My eyes open wide, but it’s Rebecka who screams until a bluish vein pops out on the side of her neck. “Shut up, Thomas! Go smoke a joint or something, you fucking loser.”
“Rebecka,” Tommy yells from somewhere inside of the house. “Language, please.”
I’ve been doing stuff outside with Rebecka all day—flip-flops and dirty hands weather. We went hiking through the woods, stuck our feet in ice-cold mud, and washed our faces in the stream behind the house. I’m dirty and probably smell how I look. I pull at the ends of my jean shorts and snap my bra strap back onto my shoulder as Thomas and his stupid friends join us in the driveway.
Thomas looks at my feet, shaking his head, smiling. I curl my toes, hiding the little bit of grubby.

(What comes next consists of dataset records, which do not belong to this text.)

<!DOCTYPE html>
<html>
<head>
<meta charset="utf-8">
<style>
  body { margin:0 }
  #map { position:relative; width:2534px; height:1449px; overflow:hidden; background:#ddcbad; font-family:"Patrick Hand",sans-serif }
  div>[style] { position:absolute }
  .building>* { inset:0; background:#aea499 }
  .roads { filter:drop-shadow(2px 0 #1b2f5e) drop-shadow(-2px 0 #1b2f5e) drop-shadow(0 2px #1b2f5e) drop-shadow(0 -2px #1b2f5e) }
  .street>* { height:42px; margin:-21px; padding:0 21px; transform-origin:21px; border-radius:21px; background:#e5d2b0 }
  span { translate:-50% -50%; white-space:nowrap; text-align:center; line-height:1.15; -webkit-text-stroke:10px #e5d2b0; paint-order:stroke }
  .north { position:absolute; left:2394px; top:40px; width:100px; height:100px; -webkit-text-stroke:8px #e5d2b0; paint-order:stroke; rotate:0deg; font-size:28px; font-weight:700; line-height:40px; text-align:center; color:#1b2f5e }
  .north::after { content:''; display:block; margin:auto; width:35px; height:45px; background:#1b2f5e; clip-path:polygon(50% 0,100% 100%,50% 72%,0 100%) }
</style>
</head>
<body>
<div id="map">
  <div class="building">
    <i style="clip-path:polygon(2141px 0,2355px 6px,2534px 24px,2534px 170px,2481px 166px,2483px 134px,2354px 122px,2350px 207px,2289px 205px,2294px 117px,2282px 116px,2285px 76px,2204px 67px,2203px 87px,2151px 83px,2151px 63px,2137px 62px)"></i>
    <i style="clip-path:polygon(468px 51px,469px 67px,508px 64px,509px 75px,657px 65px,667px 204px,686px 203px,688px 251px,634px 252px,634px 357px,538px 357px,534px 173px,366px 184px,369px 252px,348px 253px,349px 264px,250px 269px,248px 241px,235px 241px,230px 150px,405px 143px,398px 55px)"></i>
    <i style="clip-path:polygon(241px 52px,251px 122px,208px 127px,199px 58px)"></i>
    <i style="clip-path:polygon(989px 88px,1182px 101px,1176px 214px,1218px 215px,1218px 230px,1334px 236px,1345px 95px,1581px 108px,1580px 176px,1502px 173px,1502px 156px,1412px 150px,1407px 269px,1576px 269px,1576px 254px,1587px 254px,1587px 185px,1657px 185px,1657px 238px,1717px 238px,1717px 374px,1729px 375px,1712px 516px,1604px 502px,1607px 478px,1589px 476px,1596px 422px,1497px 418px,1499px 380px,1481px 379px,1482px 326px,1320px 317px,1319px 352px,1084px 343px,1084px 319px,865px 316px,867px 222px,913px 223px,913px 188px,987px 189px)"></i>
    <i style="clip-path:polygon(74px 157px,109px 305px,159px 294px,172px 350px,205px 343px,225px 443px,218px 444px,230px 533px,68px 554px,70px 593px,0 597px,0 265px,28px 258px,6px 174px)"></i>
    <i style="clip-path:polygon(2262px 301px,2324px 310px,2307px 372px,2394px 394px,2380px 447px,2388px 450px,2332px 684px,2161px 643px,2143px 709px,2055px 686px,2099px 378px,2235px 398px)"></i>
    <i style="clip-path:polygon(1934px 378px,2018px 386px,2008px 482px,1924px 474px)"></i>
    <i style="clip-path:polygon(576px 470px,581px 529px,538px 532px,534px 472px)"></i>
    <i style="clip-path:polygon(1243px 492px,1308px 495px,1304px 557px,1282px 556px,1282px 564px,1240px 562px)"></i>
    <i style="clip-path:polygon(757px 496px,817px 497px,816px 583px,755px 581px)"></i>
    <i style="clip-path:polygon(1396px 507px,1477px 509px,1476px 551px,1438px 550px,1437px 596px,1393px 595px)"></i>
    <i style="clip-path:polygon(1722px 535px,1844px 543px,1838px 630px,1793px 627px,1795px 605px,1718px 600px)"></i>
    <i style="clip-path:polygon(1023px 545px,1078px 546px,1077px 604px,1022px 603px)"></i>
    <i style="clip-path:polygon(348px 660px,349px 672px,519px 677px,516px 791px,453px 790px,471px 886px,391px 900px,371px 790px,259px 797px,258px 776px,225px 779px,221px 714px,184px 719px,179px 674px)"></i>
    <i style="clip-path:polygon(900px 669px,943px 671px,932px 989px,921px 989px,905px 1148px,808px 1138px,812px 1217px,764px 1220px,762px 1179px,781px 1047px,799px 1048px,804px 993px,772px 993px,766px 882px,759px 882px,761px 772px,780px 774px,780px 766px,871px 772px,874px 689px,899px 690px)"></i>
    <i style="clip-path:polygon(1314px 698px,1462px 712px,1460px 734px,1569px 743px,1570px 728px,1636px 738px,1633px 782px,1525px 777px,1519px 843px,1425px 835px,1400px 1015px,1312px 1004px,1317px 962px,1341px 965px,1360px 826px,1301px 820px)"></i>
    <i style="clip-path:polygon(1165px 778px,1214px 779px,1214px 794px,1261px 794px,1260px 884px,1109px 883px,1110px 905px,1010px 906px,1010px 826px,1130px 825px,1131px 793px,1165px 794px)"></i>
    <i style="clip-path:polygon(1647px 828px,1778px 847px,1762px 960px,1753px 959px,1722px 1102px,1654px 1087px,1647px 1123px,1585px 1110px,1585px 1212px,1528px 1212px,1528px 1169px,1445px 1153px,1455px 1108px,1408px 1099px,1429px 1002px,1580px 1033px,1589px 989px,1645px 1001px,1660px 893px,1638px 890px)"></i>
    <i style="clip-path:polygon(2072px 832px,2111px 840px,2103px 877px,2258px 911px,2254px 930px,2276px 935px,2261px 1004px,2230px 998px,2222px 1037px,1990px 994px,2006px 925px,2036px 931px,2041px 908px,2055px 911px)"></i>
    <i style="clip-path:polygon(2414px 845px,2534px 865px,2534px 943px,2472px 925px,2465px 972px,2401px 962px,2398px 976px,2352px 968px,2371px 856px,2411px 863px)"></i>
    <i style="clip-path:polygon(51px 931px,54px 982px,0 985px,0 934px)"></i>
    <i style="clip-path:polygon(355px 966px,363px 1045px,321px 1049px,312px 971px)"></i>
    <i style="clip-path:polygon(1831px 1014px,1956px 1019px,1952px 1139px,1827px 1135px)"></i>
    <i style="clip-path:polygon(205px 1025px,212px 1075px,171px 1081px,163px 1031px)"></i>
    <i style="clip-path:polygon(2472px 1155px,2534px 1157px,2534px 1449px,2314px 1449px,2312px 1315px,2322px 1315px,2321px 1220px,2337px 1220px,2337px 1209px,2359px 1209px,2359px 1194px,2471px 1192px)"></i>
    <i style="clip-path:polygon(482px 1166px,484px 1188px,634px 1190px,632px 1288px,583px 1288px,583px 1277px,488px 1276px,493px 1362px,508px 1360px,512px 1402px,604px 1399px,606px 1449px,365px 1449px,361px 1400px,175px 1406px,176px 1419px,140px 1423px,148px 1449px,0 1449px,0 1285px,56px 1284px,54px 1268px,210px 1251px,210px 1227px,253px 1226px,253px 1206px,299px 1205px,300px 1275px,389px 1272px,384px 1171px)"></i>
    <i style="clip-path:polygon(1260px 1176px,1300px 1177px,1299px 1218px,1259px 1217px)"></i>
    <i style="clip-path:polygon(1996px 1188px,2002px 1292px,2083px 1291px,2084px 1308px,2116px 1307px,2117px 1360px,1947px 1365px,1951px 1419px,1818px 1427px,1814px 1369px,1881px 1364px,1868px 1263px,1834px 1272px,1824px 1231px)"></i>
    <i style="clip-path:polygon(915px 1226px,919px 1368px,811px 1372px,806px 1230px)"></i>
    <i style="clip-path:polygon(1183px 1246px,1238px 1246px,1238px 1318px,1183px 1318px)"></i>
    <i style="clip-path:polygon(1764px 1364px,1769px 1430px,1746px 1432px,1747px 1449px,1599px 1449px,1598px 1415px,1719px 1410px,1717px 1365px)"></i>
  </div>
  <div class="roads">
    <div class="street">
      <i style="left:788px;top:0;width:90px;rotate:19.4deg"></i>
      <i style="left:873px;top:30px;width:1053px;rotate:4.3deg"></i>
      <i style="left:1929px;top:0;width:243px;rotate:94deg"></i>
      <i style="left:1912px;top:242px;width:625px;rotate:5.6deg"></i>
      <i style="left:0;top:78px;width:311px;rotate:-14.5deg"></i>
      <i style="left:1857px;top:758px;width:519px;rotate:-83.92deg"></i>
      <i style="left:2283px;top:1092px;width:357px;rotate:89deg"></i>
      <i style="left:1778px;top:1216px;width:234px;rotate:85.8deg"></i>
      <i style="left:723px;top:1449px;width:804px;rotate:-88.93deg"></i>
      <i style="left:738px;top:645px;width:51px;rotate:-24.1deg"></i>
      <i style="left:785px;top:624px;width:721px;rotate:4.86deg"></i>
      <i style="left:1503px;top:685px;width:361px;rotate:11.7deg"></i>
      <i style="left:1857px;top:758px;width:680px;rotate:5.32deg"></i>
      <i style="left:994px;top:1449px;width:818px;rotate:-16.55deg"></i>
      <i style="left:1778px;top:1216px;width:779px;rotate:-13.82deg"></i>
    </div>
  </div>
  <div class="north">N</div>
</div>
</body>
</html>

“You have something …” he starts, licking his thumb and reaching toward my face to rub off some of the afternoon.
I smack his hand and try to get away, but he chases me to the garage, around the house, alongside the driveway, and up the front porch where he finally catches me.
“Let go. Let go,” I beg, twisting and kicking in his arms.

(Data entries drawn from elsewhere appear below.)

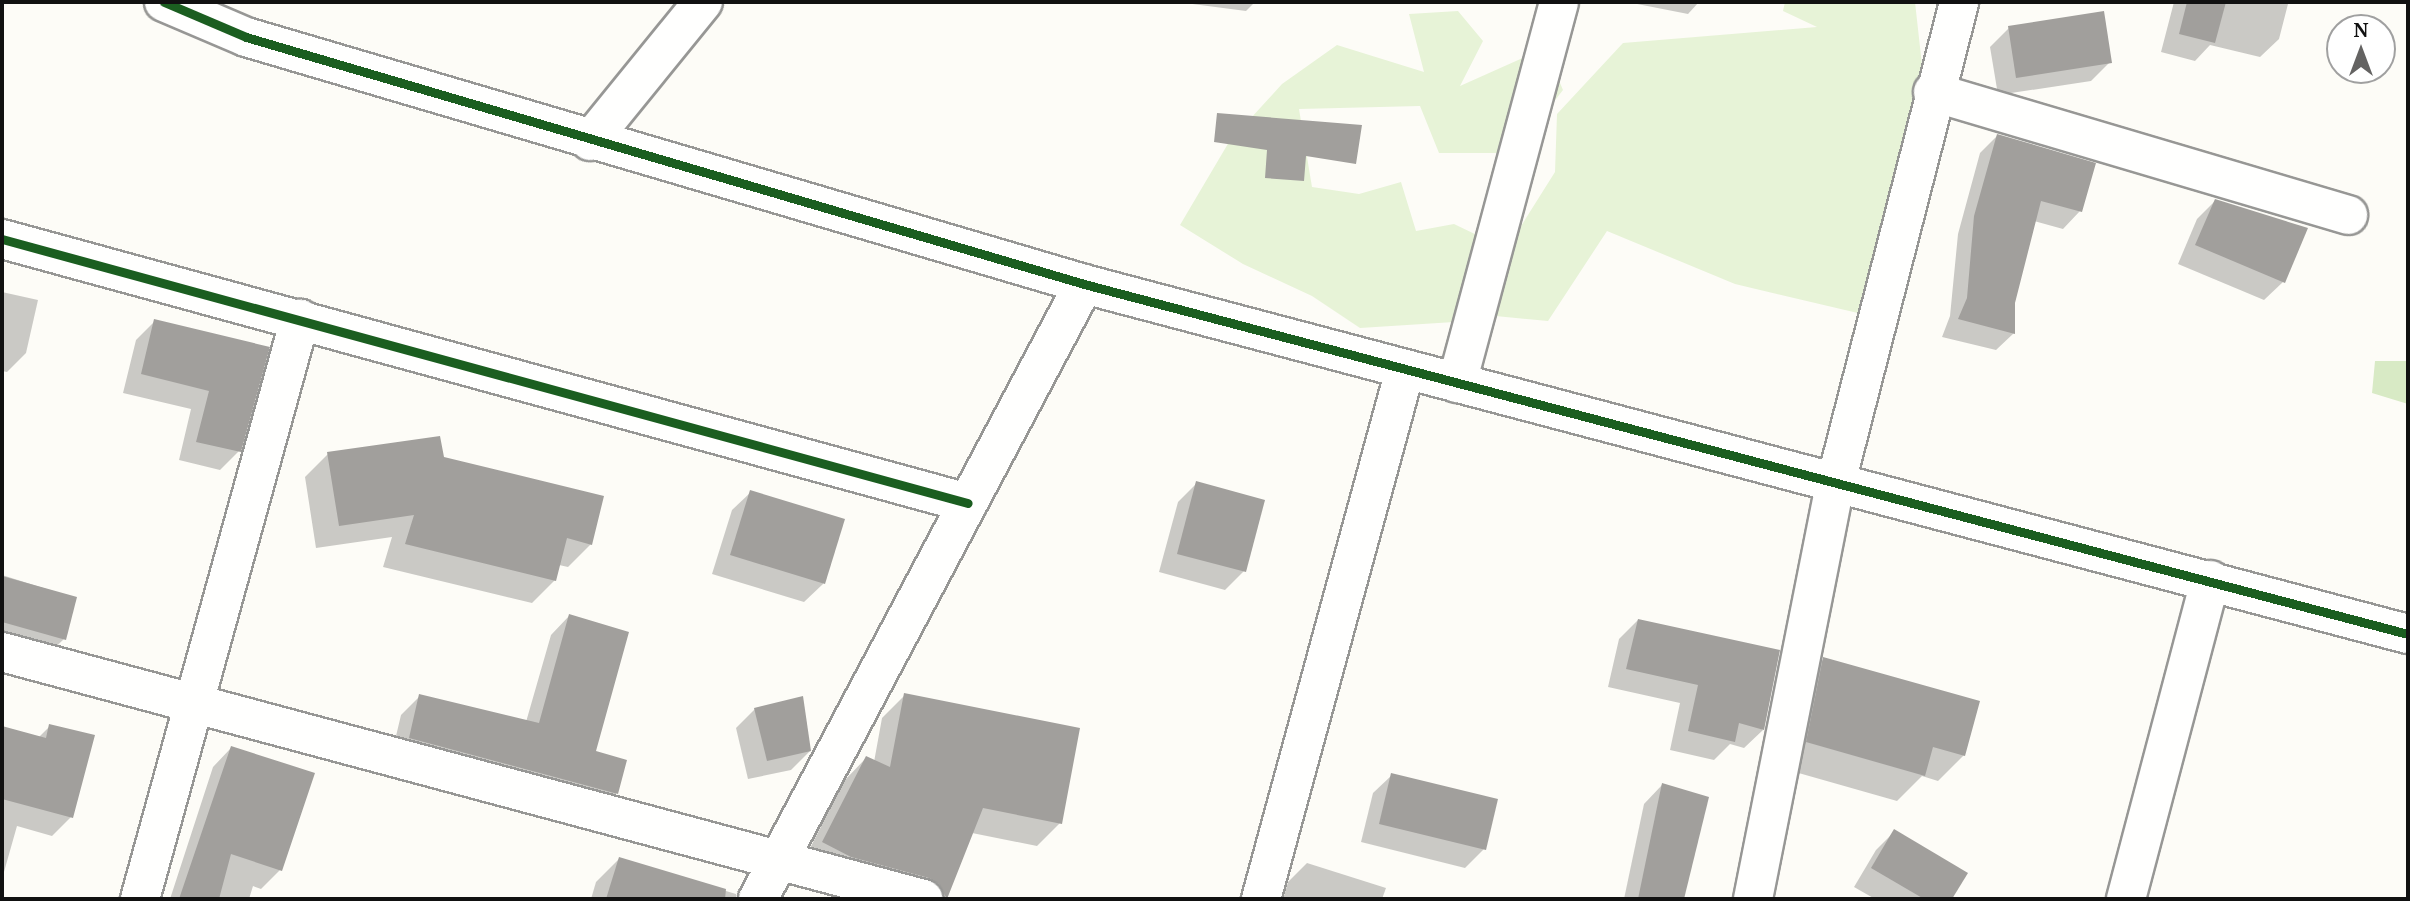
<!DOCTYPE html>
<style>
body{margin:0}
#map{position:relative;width:2410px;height:901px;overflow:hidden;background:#fdfcf7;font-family:"Noto Serif",serif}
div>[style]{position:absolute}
.green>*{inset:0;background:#e7f3d7}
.forest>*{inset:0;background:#d8eac5}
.shadow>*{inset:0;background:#0003}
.building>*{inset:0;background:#a19f9c}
.roads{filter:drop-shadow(2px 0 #979795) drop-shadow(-2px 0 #979795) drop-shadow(0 2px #979795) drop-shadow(0 -2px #979795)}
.minor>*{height:38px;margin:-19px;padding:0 19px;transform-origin:19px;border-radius:19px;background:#fffffe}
.tertiary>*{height:38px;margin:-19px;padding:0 19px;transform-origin:19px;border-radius:19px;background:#fffffe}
.cycleway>*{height:9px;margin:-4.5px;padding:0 4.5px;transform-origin:4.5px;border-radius:4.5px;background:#1b5e20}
span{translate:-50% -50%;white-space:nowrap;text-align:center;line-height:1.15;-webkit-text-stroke:7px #fff;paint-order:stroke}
.frame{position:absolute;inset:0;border:4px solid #111;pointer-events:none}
.north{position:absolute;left:2326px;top:14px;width:70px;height:70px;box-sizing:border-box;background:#fff;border:2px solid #a0a0a0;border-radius:50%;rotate:0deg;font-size:19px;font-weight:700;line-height:28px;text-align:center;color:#111}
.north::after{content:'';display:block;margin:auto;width:24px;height:32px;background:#646362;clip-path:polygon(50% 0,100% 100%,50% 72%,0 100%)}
</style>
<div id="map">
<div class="green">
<i style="clip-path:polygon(1785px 2px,1915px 2px,1925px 92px,1862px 314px,1735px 284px,1607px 231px,1548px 321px,1475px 314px,1501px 258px,1555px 172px,1557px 114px,1623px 43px,1817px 27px,1783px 11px)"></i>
<i style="clip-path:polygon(1458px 11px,1483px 41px,1460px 86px,1545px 48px,1563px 90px,1514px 153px,1439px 153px,1420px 106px,1299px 109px,1312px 187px,1359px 194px,1401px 182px,1416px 231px,1454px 224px,1481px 237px,1454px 322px,1360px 328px,1312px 296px,1243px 264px,1180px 225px,1229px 142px,1282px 84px,1337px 45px,1424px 72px,1409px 14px)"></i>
</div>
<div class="forest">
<i style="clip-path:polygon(2375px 361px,2408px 361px,2408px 404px,2372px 393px)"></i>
</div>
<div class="shadow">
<i style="clip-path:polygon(1177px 2px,1255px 2px,1246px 11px)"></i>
<i style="clip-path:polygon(1627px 2px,1699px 2px,1688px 14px)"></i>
<i style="clip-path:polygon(2174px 2px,2278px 2px,2288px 4px,2279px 39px,2260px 57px,2210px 45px,2195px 61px,2161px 52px)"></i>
<i style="clip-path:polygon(2009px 28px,2110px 62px,2091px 81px,1998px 95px,1990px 47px)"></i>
<i style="clip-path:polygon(1997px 136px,2080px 211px,2063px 229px,2034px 221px,2014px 303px,2014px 333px,1996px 350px,1942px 337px,1950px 316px,1958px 234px,1980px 153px)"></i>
<i style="clip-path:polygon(2216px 200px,2283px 282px,2264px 300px,2178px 264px,2197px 219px)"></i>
<i style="clip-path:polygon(2px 292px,38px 300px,26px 353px,7px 372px,2px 371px)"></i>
<i style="clip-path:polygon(155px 321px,268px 348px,239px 451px,220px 470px,179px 460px,191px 409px,123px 393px,136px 340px)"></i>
<i style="clip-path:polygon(328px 454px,591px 544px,568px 567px,559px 565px,555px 580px,532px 603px,383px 567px,392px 537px,316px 548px,305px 477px)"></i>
<i style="clip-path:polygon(1197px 483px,1244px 571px,1225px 590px,1159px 572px,1178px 502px)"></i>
<i style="clip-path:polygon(751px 492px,843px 520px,823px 584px,804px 602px,712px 574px,732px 510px)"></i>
<i style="clip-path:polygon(2px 575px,75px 598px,64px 639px,45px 657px,2px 647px)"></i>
<i style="clip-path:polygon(569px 616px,594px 752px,625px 761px,616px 794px,597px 812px,391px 757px,401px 715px,420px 696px,526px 722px,551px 635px)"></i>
<i style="clip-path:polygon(1638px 620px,1763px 730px,1744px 748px,1730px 744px,1714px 760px,1670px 750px,1680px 703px,1608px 687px,1619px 639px)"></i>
<i style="clip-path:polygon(1824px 659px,1964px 755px,1938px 781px,1922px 776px,1897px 801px,1781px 768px,1798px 685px)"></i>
<i style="clip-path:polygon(905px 695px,1060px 823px,1037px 846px,972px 833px,945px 899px,894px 899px,801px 866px,844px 781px,866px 758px,874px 762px,882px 718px)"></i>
<i style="clip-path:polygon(755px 709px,810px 751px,791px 770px,748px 779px,736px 728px)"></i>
<i style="clip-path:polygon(50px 726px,71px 817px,52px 836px,17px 826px,2px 879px,2px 728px,38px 738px)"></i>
<i style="clip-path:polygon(231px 748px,280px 870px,261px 889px,253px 886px,249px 899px,170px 899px,213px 767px)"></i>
<i style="clip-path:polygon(1392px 775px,1484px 849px,1465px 868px,1361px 842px,1373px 793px)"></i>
<i style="clip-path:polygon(1662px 785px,1707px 798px,1682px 899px,1624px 899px,1644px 804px)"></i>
<i style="clip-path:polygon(1894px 832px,1965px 874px,1950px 899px,1875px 899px,1854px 887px,1876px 850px)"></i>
<i style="clip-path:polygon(619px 859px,736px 894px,736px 899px,591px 899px,596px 882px)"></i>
<i style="clip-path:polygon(1307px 863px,1386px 888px,1382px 899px,1283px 899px,1288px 882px)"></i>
</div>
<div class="building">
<i style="clip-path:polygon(2187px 2px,2226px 2px,2215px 43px,2179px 34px)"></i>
<i style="clip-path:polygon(2104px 11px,2112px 63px,2016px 78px,2008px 26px)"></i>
<i style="clip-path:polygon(1217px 113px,1362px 125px,1356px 164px,1306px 156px,1304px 181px,1265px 178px,1267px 150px,1214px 142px)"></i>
<i style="clip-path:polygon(1997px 134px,2096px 163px,2082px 212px,2041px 201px,2015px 303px,2015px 334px,1958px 319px,1967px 298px,1974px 216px)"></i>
<i style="clip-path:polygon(2215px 199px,2308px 228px,2285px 283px,2195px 245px)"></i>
<i style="clip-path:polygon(154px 319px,270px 347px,241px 452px,196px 442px,209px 391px,141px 374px)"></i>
<i style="clip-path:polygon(440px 436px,444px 457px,604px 496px,592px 545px,567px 538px,556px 581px,405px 544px,414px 515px,339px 526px,327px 452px)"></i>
<i style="clip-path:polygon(1196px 481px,1265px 500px,1246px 572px,1177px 554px)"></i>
<i style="clip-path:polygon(750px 490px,845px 519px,825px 584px,730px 555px)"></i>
<i style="clip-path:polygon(2px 576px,77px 597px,66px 640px,2px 622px)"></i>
<i style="clip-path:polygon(569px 614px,629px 632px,596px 751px,627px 760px,618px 794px,409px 738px,419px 694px,539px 723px)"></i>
<i style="clip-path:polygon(1638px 619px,1780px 650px,1764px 730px,1739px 723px,1735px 742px,1688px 731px,1698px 685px,1626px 669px)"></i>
<i style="clip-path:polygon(1823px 657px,1980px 701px,1965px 756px,1933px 747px,1925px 776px,1806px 742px)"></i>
<i style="clip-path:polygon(904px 693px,1080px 728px,1062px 824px,983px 808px,947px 899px,939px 884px,929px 878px,851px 857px,822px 842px,866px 756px,890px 767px)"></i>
<i style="clip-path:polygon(803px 696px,811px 751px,767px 761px,754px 708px)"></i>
<i style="clip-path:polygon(49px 724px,95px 735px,73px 818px,2px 799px,2px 726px,46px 738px)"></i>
<i style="clip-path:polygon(231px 746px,315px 773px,282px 871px,231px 854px,219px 899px,179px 899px)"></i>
<i style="clip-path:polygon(1391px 773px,1498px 799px,1486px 850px,1379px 824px)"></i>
<i style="clip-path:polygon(1662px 783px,1709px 797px,1684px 899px,1638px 899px)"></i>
<i style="clip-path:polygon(1894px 829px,1968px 873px,1952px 899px,1924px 899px,1871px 868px)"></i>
<i style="clip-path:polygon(619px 857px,726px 889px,725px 899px,606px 899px)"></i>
</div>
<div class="roads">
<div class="minor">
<i style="left:1933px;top:92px;width:433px;rotate:16.5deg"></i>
<i style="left:590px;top:141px;width:179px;rotate:-50.9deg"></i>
<i style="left:2px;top:239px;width:1001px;rotate:15.29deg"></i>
<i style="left:1457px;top:383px;width:394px;rotate:-75deg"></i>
<i style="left:2px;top:652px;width:954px;rotate:15.01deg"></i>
<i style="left:140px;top:899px;width:602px;rotate:-74.58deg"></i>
<i style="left:758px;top:899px;width:696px;rotate:-62.07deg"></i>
<i style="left:1261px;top:899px;width:548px;rotate:-74.77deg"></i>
<i style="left:1753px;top:899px;width:421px;rotate:-78.8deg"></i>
<i style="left:1835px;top:486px;width:500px;rotate:-75.6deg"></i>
<i style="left:2126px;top:899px;width:330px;rotate:-75.2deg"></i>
</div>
<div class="tertiary">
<i style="left:164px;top:2px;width:89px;rotate:23.1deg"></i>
<i style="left:246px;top:37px;width:874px;rotate:16.42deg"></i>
<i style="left:1084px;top:284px;width:1369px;rotate:14.81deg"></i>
</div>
</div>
<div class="cycleway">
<i style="left:164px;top:2px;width:89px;rotate:23.1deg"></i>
<i style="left:246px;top:37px;width:874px;rotate:16.42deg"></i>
<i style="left:1084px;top:284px;width:1369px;rotate:14.81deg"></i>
<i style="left:2px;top:239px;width:1001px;rotate:15.29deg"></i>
</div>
<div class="frame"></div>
<div class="north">N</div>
</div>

With my back against his chest and his left arm around my stomach, holding me close, Thomas obnoxiously licks his thumb again and rubs on a spot along my jawbone. “You’re dirty, little girl,” he jokes, scrubbing too hard.
Dusty-spit aside, he smells good. This boy smells like his dad. And he’s dressed, like he’s leaving.
B
ending out of his hold, I wipe my face off and plop down on the porch swing, tired of being chased. Thomas sits beside me, tired of chasing.
“Where are you going?” I ask.
“Out,” he answers.
I was kind of hoping he would stay home tonight. Disappointment must show on my face, because Thomas tickles the spot beneath my ear. “Smile, it’s a rule.”
I do. I smile.
“A rule?” I ask.
I can see the color redden his cheeks. “Yeah, rule number one is that you have to smile when I’m around.”
I use my dirty feet to rock the swing. “Fine, but I have a rule for you.”
“What is it?”
“You have to always tell me where you are,” I say.
“No.”
“Yes.”
“It’s not the same, Leigh.” Thomas uses his Chucks to move the swing.
“It’s still a rule.” I shrug. “And rule number three is that you have to follow rule number two, no matter what.”
“Fine, then rule number four is that you can’t wear another boy’s sweater.”
Oliver’s face flashes through my mind.
“But what if I’m cold? Or if I spill something on my shirt?” I ask, jokingly elbowing him in the side.
“I’m serious.”
“Okay,” I reply, dropping it.
A soft awkwardness settles between us, but it’s not completely uncomfortable. Thomas pushes the swing, and I lean my head back and close my eyes. Everything behind my eyelids turns red. The sun feels good on my skin, I extend my legs and stretch my muddy toes. Sweat forms at my hair line, but I could sleep in this warm light.
“I’m going to Valarie’s.”
I open my eyes and everything is distorted and blurry from the sun. Thomas looks at me but turns away, patting his pockets for a cigarette pack. It’s out of habit; he won’t smoke with his parents around.
An old Toyota pulls into the driveway, and Tommy comes out onto the porch holding the house phone. “It’s your mom, Bliss,” she says.